DIRECTIONS FOR THIS TASK: Please reproduce exactly the lines that begin the listing below, up to and including the line where "Bounding boxes for" occurs.
BEGIN
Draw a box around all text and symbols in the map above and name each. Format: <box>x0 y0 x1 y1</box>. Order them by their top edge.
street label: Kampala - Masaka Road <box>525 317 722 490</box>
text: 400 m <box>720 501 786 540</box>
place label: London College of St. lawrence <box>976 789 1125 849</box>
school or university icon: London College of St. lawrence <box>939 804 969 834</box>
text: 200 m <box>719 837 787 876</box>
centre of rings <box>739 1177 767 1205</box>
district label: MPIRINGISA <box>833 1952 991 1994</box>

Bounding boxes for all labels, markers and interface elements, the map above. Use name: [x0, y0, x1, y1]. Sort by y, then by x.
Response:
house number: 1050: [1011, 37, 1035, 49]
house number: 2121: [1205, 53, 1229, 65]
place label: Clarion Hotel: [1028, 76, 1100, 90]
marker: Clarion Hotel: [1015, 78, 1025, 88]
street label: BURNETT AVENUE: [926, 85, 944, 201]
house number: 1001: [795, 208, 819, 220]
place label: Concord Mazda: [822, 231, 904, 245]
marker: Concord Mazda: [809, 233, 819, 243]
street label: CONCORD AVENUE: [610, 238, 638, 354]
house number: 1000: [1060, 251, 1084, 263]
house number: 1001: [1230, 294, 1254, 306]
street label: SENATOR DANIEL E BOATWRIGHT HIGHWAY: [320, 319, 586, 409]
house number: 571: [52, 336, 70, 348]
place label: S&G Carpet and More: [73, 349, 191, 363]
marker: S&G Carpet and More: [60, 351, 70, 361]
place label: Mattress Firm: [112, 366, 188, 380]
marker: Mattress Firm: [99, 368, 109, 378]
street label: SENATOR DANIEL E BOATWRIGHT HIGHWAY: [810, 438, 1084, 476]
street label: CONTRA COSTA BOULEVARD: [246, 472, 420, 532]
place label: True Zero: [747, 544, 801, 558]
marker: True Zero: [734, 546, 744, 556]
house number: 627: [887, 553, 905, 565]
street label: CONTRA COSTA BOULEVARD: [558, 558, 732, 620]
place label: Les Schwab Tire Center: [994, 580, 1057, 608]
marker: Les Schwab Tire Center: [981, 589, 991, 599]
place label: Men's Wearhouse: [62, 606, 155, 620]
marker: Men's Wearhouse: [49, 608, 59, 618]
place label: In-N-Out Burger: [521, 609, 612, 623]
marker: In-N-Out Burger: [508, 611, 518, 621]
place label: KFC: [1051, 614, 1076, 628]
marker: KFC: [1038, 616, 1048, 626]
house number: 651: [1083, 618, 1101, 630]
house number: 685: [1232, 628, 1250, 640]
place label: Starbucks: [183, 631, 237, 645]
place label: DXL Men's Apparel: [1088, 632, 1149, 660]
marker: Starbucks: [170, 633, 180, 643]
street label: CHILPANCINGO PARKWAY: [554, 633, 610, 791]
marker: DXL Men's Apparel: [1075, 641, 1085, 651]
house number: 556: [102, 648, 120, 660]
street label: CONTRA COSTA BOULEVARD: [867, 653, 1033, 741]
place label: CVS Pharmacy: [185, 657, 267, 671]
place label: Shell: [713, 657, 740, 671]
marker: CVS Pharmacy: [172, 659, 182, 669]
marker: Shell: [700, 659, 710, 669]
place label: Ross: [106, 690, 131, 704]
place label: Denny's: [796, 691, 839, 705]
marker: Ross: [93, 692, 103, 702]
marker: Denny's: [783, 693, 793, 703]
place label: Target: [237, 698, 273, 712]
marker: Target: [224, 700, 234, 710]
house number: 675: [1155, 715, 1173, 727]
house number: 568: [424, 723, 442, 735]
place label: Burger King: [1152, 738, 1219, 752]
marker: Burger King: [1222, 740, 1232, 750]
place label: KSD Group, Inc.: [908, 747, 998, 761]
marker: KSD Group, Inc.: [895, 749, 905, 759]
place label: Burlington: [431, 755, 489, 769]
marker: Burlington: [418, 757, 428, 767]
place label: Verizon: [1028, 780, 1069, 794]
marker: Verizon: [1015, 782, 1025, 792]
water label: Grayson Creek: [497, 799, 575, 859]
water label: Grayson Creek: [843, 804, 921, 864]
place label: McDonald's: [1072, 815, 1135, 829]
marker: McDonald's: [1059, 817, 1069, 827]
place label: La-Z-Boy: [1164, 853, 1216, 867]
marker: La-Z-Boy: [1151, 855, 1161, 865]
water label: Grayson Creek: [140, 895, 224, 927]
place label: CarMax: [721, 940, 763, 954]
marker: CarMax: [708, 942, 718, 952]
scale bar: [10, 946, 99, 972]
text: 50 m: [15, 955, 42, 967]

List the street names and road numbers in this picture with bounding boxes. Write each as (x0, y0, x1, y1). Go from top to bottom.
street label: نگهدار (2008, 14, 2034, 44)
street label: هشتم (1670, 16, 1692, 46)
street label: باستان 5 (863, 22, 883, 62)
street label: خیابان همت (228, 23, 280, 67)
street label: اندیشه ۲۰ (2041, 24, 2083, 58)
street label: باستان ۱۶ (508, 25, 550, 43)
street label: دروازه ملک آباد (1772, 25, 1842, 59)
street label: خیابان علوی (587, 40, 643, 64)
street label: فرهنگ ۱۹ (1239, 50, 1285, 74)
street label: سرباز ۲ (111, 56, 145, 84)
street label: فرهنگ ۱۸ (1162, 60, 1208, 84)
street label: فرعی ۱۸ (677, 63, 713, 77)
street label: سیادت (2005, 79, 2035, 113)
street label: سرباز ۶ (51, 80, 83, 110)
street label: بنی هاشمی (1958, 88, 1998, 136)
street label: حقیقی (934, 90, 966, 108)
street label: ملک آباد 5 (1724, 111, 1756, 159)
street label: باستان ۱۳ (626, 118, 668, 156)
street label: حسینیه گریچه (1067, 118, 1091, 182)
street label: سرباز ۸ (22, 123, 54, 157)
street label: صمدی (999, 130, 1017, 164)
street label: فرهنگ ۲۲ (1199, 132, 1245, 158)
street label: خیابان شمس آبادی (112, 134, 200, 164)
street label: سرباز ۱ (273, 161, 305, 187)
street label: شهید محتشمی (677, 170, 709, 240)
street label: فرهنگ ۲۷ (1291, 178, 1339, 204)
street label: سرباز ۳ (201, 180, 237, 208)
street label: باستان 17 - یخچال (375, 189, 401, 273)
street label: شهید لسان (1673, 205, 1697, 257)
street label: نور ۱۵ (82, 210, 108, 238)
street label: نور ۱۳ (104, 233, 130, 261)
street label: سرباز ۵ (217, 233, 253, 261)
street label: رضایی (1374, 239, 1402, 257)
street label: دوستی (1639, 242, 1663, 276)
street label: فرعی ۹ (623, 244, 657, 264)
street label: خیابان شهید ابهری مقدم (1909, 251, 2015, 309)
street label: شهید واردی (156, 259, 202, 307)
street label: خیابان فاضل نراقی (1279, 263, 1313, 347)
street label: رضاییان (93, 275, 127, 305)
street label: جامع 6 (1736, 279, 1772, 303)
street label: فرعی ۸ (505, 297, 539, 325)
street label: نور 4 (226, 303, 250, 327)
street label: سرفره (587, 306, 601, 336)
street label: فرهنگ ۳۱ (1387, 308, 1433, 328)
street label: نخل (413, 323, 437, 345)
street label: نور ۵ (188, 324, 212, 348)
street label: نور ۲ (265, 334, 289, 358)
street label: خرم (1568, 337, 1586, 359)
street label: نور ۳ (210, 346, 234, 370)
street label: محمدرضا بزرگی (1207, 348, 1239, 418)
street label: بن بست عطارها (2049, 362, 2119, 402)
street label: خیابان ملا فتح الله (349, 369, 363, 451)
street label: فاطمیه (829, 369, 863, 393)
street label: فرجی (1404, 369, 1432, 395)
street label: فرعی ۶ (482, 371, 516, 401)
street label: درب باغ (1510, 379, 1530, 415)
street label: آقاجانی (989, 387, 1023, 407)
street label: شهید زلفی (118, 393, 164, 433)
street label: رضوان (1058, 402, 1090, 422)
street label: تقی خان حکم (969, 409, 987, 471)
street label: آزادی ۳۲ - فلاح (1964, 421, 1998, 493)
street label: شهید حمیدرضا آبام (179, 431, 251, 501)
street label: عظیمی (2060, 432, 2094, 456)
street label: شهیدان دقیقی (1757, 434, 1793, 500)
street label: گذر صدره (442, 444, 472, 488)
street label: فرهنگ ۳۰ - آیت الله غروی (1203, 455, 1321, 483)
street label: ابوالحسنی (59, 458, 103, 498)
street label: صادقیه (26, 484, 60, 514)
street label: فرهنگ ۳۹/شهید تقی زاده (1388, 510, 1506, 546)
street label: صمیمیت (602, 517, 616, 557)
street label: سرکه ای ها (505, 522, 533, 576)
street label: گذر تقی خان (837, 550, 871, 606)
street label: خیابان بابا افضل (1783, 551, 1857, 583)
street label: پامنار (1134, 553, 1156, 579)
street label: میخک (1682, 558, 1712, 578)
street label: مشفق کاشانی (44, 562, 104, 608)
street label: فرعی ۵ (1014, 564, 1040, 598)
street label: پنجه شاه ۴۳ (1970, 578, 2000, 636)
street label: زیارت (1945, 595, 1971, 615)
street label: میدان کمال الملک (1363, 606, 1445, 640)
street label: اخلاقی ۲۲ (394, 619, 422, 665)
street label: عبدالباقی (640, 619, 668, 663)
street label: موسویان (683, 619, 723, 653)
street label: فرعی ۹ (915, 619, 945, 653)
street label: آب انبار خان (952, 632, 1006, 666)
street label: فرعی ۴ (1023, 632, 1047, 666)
END
OUTPUT OF THE EXERCISE:
Draw a box around all text and symbols in the map above and name each. Format: <box>x0 y0 x1 y1</box>. Order them by their top edge.
street label: Kampala - Masaka Road <box>525 317 722 490</box>
text: 400 m <box>720 501 786 540</box>
place label: London College of St. lawrence <box>976 789 1125 849</box>
school or university icon: London College of St. lawrence <box>939 804 969 834</box>
text: 200 m <box>719 837 787 876</box>
centre of rings <box>739 1177 767 1205</box>
district label: MPIRINGISA <box>833 1952 991 1994</box>

Bounding boxes for all labels, markers and interface elements, the map above. Use name: [x0, y0, x1, y1]. Sort by y, then by x.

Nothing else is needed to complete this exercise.